Magnetic resonance imaging (MRI) is a useful modality to evaluate soft tissues, joint inflammation, and detailed anatomy without radiation. MRI is necessary to detect early sacroiliitis in juvenile arthritis and has detected abnormalities in 60% of cases whereas radiographs only show long-standing and permanent damage.19 Computed tomography (CT) is fast to obtain and is thus a preferred modality for emergency room evaluations. CT provides detailed bony anatomy but is not as good as MRI for soft tissue pathology and has significant radiation exposure. Children less than 8 years often require sedation for MRI but not for CT. Bone scan is helpful to perform a full body evaluation, particularly when multiple sites of pathology are suspected.
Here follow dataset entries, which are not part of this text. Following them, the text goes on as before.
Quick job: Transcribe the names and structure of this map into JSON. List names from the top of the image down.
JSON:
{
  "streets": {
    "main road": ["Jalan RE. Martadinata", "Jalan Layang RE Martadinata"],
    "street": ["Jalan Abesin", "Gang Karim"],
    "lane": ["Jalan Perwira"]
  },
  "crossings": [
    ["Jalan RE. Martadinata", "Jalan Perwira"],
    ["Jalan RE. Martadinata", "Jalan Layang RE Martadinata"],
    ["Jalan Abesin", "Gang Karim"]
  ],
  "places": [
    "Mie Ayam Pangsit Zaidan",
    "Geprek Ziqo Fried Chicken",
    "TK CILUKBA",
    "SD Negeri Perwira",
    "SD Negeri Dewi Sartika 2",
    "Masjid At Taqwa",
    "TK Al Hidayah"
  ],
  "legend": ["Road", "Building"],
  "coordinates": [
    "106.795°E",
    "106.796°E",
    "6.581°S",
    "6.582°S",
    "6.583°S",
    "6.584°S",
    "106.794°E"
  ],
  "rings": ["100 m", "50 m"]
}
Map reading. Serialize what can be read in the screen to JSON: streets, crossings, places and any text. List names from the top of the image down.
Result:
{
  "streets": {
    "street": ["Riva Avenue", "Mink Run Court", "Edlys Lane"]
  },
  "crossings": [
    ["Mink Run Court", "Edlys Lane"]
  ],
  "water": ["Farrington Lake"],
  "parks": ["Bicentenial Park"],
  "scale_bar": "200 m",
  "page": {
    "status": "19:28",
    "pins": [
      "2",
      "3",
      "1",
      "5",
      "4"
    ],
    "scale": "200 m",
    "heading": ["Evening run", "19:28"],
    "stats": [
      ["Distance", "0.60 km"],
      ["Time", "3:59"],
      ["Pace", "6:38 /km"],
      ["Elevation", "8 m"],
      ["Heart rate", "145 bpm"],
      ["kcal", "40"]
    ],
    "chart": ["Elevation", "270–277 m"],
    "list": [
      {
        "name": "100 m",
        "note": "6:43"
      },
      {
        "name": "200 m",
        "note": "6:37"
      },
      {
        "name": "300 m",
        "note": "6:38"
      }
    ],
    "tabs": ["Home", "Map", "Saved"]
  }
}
Bone scan also involves radiation, and sites of inflammation near the open physis can be difficult to interpret in a child and may require additional imaging.
Laboratory evaluation is useful in a patient with inflammatory back pain or other red flags on history or examination and includes a complete blood count, sedimentation rate, C-reactive protein, blood culture, and testing for sexually transmitted infections (STI). Lactic dehydrogenase and uric acid are helpful if malignancy is suspected. A complete metabolic panel including albumin and liver function tests should be checked if inflammatory bowel disease (IBD) is suspected. The HLA-B27 antigen is positive in approximately 10% of Caucasians, of which approximately 3% will have a spondyloarthropathy;20 this test should only be obtained if there is a high suspicion for a spondyloarthropathy.
DIFFERENTIAL DIAGNOSIS
Keeping a broad differential diagnosis is important when evaluating low back pain. One case series shows the majority (88%) of back pain presenting to an emergency department is acute in onset with direct trauma, muscle strain, idiopathic, urinary tract infection, and viral syndrome as common etiologies.21 However, another case series shows that half of pediatric patients evaluated in orthopedic clinic for back pain had serious underlying spinal pathology. In this case series the most common diagnoses were osteomyelitis, discitis, spondylolisthesis, Scheuermann disease, and tumors.22
MECHANICAL CAUSES
Spondylolysis is a unilateral fracture of the pars interarticularis and commonly results from back hyperextension and can be seen in up to 47% of athletes presenting with back pain.23 It is most prevalent in athletes who participate in football, gymnastics, swimming, and diving.24 Spondylolysis can also occur in congenital spinal abnormalities25, 26 presenting with gradual rather than acute onset pain.26 Spondylolisthesis is a bilateral fracture of the pars interarticularis with anterior displacement of the vertebral body or sacrum. These patients have pain with back hyperextension and may have neurologic findings if spondylolisthesis is present. Imaging starts with radiographs. If radiographs are normal and clinical suspicion is high, MRI, CT, or bone scan should be obtained as they have greater sensitivity. Treatment includes rest and a formal course of physical therapy focusing on core strength. More than 80% heal within a year and the use of bracing is not likely to influence healing.27 Surgical intervention is rarely indicated.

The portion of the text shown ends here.